Kedua mouse ini memiliki tujuan penggunaan yang berbeda, sehingga menentukan mana yang lebih baik tergantung pada kebutuhan khusus pengguna. G102 mengusung desain simetris klasik yang nyaman untuk cengkraman claw atau fingertip, sangat cocok bagi pemilik tangan kecil hingga sedang. Sedangkan DeathAdder Essential mempertahankan bentuk ikonik yang lebih besar, ideal untuk pengguna dengan cengkraman palm grip.
Perbandingan Spesifikasi
Dari sisi sensor dan sensitivitas, Logitech G102 mengandalkan sensor optik dengan DPI maksimal 8,000. Razer DeathAdder Essential menggunakan sensor optik yang disebut True 6,400 DPI maksimum. Keduanya mendukung polling rate 1000 Hz, memberikan respon cepat 1 ms tanpa lag.
Button pada G102 lebih banyak, total 6 tombol yang bisa diprogram sesuai kebutuhan, sedangkan DeathAdder memiliki 5 tombol program. Berat G102 lebih ringan yaitu 85 gram tanpa kabel, sementara DeathAdder lebih berat mencapai 96 gram.
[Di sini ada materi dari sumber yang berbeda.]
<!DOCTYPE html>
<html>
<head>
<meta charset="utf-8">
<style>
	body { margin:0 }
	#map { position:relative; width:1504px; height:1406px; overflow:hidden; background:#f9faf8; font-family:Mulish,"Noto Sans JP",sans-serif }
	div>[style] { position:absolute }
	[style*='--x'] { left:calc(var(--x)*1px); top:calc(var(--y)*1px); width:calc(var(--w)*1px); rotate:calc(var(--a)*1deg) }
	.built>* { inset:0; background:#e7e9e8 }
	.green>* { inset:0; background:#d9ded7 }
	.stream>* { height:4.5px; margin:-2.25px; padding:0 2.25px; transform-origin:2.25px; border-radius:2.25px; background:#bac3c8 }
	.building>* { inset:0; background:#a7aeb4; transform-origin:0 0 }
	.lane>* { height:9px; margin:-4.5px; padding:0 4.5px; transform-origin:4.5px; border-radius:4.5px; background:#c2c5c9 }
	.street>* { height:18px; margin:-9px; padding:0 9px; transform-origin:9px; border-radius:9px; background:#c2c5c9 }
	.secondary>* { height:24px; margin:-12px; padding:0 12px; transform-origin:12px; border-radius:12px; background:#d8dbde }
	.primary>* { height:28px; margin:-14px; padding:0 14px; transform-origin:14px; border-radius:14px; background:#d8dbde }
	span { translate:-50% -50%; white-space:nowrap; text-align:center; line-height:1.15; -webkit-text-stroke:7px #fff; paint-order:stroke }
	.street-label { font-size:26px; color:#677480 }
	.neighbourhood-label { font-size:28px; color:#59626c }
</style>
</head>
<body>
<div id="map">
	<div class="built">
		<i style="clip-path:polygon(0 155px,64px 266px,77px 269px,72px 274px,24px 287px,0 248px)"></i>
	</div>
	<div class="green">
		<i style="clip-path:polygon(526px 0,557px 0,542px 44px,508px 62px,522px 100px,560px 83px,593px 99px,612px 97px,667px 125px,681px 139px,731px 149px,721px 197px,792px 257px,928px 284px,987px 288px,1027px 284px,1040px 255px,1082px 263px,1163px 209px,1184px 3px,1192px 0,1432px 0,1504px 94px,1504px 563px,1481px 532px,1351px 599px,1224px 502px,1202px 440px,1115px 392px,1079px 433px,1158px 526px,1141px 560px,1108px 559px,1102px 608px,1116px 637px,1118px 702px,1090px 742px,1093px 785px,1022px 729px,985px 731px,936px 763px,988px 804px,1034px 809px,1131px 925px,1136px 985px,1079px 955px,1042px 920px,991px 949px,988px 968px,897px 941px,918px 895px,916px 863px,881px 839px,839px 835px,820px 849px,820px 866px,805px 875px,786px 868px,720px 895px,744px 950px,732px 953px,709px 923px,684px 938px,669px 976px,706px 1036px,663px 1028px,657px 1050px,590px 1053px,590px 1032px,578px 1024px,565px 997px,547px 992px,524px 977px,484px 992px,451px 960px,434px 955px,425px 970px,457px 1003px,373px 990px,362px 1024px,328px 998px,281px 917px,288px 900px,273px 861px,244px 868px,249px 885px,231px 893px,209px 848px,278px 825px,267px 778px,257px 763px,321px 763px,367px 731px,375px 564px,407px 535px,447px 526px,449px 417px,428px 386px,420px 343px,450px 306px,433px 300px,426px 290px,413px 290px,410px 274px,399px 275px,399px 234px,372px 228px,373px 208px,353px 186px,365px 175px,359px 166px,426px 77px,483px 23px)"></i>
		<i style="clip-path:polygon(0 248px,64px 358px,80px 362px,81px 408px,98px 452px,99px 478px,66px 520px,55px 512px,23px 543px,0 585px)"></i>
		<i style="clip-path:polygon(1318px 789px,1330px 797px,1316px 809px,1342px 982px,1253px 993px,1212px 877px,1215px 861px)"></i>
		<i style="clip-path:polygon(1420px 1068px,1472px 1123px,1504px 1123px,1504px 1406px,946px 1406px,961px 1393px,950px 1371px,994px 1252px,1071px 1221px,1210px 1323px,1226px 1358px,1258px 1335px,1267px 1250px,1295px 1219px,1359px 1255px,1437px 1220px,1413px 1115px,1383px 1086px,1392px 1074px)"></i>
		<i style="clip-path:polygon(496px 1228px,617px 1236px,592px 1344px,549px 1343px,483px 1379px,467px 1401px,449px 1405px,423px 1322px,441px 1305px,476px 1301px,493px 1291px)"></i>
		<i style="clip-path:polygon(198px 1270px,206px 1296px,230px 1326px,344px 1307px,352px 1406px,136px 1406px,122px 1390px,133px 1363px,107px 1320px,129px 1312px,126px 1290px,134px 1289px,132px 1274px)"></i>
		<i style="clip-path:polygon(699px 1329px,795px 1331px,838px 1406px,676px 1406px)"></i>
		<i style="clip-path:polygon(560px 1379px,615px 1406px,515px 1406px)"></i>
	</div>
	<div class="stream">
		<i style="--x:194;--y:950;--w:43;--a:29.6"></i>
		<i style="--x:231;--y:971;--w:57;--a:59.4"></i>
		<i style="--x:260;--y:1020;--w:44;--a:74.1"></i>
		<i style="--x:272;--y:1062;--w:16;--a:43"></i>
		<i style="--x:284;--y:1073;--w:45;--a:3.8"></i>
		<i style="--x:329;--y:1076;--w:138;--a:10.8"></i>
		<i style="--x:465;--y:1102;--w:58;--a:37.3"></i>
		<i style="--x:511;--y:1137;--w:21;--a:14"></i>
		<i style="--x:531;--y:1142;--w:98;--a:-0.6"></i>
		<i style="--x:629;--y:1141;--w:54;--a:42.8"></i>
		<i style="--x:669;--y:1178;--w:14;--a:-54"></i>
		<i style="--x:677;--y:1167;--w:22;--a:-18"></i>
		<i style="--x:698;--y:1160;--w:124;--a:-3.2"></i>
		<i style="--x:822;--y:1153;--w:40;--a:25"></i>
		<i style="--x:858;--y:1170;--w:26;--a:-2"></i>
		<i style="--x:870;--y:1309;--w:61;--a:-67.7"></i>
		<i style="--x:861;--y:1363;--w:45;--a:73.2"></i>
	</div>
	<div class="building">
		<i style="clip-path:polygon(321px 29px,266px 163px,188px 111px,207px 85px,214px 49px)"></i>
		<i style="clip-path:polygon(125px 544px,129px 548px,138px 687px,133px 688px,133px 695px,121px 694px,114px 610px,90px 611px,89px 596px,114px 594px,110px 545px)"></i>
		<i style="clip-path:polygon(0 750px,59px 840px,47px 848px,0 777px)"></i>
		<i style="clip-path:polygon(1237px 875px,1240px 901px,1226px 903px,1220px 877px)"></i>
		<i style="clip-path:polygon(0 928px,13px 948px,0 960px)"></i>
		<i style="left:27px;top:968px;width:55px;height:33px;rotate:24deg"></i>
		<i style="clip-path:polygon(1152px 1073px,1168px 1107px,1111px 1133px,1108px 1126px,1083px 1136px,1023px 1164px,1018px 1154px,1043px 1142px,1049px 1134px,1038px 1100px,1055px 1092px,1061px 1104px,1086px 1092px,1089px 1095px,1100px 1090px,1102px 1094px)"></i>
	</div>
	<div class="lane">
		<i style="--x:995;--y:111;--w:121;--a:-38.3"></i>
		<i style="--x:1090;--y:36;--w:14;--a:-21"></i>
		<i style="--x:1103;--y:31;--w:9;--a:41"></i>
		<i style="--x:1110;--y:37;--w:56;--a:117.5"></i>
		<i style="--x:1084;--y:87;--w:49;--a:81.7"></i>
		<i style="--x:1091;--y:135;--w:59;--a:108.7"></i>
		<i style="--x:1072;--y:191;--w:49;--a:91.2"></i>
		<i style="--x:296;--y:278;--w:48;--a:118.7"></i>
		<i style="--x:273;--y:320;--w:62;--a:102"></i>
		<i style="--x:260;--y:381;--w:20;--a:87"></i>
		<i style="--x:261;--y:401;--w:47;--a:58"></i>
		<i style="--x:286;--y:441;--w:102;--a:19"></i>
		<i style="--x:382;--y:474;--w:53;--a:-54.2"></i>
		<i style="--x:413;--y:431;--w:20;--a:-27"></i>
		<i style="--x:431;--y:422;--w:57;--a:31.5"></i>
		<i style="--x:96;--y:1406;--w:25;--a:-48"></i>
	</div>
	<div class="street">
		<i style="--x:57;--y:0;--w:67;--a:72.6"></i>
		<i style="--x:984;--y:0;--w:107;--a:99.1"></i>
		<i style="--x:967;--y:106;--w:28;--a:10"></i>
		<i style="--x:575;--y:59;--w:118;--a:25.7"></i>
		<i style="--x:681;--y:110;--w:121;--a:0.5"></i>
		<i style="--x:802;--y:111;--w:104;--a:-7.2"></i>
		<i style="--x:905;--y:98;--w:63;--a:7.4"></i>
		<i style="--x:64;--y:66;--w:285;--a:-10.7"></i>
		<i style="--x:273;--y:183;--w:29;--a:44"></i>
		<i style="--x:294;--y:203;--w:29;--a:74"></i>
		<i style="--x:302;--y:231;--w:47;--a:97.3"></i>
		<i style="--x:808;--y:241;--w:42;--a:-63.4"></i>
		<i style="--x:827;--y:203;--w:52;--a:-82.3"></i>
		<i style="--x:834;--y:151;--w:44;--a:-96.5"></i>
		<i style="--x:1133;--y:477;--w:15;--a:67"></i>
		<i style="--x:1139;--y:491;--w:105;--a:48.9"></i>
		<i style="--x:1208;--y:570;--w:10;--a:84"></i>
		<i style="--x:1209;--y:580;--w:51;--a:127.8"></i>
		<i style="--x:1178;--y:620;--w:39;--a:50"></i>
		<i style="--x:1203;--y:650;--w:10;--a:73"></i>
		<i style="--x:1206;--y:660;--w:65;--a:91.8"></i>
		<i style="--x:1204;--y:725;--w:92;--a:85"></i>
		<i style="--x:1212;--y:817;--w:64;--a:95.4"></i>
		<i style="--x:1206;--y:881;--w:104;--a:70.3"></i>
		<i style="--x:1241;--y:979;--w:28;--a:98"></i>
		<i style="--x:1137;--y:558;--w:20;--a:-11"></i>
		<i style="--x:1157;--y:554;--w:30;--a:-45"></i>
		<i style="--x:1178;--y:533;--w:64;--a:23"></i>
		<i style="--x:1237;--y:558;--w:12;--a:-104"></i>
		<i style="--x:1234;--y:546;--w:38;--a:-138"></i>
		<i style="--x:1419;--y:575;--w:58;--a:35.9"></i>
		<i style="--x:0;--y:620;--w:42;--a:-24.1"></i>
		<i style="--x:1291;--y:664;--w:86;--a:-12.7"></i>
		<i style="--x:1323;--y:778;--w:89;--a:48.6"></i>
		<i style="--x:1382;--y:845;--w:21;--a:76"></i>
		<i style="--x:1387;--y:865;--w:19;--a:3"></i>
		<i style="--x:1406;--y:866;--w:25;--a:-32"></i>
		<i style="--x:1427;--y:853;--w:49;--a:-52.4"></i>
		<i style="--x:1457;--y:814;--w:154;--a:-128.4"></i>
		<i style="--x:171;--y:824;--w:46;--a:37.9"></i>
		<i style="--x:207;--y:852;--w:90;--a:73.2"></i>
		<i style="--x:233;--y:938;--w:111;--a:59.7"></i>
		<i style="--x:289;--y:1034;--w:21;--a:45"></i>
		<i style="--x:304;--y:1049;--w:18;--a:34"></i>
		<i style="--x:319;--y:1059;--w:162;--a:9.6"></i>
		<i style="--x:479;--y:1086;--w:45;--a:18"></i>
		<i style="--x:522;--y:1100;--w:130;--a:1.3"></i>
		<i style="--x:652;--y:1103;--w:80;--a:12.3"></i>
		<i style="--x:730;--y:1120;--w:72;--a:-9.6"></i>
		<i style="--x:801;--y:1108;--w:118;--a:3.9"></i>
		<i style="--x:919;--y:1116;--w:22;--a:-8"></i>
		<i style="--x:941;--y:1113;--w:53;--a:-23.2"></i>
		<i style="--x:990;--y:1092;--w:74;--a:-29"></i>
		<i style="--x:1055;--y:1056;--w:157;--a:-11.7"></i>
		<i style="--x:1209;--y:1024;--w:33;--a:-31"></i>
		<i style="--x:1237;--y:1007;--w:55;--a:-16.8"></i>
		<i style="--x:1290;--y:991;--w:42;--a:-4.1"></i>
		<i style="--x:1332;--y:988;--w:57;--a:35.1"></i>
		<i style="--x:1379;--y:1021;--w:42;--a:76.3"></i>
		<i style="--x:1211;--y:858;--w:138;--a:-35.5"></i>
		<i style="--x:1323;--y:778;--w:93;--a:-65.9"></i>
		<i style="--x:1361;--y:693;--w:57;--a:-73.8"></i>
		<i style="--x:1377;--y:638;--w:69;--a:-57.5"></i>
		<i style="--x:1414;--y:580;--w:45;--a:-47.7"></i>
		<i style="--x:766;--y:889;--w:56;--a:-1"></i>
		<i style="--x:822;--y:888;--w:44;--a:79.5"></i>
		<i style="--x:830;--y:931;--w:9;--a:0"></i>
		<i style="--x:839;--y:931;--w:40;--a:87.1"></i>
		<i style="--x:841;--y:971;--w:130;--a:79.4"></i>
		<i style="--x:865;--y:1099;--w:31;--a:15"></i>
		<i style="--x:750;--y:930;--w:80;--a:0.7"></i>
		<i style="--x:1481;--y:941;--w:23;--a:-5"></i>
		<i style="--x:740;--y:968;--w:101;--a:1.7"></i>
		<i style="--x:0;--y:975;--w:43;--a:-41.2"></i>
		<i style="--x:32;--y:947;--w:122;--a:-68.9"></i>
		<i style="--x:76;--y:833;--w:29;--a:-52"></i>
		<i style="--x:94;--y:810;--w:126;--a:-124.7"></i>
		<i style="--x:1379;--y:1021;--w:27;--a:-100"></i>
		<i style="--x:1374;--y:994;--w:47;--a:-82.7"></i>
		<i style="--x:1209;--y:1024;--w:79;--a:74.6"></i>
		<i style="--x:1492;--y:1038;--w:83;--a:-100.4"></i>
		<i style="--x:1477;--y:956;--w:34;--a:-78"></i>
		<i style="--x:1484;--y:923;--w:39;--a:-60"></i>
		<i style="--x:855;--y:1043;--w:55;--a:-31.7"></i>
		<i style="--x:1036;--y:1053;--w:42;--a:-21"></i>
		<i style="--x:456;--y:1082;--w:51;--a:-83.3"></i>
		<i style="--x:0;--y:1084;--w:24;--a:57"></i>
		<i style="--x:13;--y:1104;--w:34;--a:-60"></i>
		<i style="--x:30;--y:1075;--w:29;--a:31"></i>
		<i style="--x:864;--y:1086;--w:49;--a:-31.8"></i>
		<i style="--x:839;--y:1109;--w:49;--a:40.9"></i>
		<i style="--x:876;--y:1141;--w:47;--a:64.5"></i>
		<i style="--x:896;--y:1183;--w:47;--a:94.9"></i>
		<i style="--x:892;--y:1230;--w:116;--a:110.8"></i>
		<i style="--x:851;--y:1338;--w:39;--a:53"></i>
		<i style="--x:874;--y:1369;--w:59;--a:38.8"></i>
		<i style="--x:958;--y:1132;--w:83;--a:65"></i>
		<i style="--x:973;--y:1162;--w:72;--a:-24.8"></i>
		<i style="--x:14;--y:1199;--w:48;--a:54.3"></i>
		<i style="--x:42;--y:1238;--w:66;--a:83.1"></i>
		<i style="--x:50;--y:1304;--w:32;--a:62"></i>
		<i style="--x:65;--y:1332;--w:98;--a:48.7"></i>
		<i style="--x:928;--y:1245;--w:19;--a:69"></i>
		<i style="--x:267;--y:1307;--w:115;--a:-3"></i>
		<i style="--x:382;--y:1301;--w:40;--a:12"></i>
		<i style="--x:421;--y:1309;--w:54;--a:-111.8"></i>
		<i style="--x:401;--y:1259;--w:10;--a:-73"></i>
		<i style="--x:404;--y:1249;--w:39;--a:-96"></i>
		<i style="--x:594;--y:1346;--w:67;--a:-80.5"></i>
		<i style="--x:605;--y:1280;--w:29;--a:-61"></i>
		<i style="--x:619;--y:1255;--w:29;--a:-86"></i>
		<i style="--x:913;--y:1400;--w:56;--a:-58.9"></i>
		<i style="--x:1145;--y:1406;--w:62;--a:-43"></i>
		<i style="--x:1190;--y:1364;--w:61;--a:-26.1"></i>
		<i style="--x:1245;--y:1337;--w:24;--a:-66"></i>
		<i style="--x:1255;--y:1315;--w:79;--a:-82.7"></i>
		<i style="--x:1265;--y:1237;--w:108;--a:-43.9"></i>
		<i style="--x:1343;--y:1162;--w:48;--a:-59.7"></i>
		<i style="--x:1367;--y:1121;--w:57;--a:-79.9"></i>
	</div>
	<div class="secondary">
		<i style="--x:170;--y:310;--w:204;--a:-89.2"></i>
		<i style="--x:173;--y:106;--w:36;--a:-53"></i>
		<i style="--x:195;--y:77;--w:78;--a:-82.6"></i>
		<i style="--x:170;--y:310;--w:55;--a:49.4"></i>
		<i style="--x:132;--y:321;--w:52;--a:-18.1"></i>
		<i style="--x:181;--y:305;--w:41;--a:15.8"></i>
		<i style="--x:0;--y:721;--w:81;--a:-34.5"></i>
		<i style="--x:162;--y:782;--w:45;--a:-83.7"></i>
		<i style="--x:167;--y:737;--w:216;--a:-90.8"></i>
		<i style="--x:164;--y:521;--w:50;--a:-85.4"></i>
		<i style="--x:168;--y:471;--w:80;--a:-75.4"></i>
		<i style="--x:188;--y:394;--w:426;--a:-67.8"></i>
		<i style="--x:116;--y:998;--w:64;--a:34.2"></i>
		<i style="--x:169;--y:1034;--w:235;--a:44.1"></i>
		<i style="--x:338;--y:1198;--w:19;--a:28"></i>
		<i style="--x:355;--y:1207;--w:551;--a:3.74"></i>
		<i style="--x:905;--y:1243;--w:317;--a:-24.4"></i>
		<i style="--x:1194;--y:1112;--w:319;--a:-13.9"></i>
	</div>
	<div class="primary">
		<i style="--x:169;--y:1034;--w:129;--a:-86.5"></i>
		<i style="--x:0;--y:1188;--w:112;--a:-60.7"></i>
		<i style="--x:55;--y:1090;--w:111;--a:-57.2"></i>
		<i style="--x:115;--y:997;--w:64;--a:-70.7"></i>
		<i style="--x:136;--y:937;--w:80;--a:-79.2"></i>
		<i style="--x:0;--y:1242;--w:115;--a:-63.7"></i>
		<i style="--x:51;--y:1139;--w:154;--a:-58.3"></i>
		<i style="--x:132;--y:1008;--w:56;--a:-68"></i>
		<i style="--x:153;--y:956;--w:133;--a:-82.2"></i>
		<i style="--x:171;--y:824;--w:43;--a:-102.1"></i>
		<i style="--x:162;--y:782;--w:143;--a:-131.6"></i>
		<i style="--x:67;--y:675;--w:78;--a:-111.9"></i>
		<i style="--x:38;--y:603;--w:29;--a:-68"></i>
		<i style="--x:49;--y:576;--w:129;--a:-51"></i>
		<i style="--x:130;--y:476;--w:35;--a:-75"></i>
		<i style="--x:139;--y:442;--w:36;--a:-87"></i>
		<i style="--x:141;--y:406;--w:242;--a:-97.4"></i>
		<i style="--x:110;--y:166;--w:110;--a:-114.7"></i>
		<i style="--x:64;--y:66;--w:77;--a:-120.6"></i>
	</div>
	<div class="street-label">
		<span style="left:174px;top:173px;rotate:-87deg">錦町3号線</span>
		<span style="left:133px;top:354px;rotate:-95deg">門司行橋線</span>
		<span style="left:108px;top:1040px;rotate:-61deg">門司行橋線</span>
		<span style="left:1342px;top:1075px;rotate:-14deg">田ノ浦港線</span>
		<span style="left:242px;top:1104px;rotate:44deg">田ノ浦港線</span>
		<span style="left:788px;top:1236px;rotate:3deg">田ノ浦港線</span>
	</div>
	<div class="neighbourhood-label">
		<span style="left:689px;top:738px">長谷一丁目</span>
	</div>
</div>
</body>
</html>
Keduanya menggunakan sambungan kabel USB Type-A yang stabil dan kompatibel dengan Windows, Linux, dan macOS.
| Spesifikasi | Logitech G102 Lightsync | Razer DeathAdder Essential |
|---|---|---|
| Sensor | Optical, 8,000 DPI max | Optical True, 6,400 DPI max |
| Polling Rate | 1000 Hz (1 ms) | 1000 Hz (1 ms) |
| Jumlah Tombol | 6 programmable | 5 programmable |
| Berat | 85g (tanpa kabel) | 96g (tanpa kabel) |
| Konektivitas | Wired USB Type-A | Wired USB Type-A |
Ergonomi dan Kualitas Bangunan
Desain simetris G102 mendukung berbagai gaya cengkraman, terutama claw dan fingertip, memberikan kelincahan ekstra selama bermain game. DeathAdder Essential lebih besar dan berat, sangat cocok untuk yang menggunakan palm grip dan lebih memprioritaskan kenyamanan saat penggunaan jangka panjang.
Kualitas build kedua mouse tergolong solid di kelas harga mereka. DeathAdder terasa lebih kokoh karena dimensinya yang lebih besar, sementara G102 unggul dari segi bobot yang ringan. Pilihan antara kontrol stabilitas (DeathAdder) dan gerakan gesit (G102) sangat bergantung pada preferensi permainan, terutama untuk gamer FPS.
Konektivitas dan Kompatibilitas
Keduanya mengandalkan kabel USB Type-A dan mendukung program perangkat lunak resmi untuk pengaturan DPI serta pemrograman tombol, yaitu Logitech G-Hub untuk G102 dan Razer Synapse untuk DeathAdder. Tidak ditemukan masalah konektivitas atau drop out selama penggunaan, menjamin pengalaman gaming yang lancar.
Mana yang Lebih Baik?
Pemilihan antara Logitech G102 Lightsync dan Razer DeathAdder Essential harus didasarkan pada ukuran tangan dan gaya bermain. Angka DPI yang lebih tinggi tidak selalu berarti performa terbaik karena keduanya tidak mengalami masalah akselerasi atau pelacakan.
Pengguna dengan tangan kecil atau medium serta cenderung menggunakan claw atau fingertip grip akan lebih cocok dengan G102 dengan harga sekitar ₹1,200. Sebaliknya, mereka yang menginginkan mouse dengan desain palm grip yang juga bisa digunakan untuk claw grip selama game FPS dapat memilih DeathAdder Essential, dengan harga yang sebanding.
Kedua mouse merupakan pilihan yang baik dan sesuai untuk kategori gaming entry-level. Setiap model melayani kebutuhan berbeda namun sama-sama diakui performanya tanpa kekurangan signifikan. Jadi, keputusan terbaik bergantung pada bentuk tangan dan gaya bermain pengguna, bukan hanya spesifikasi teknis semata.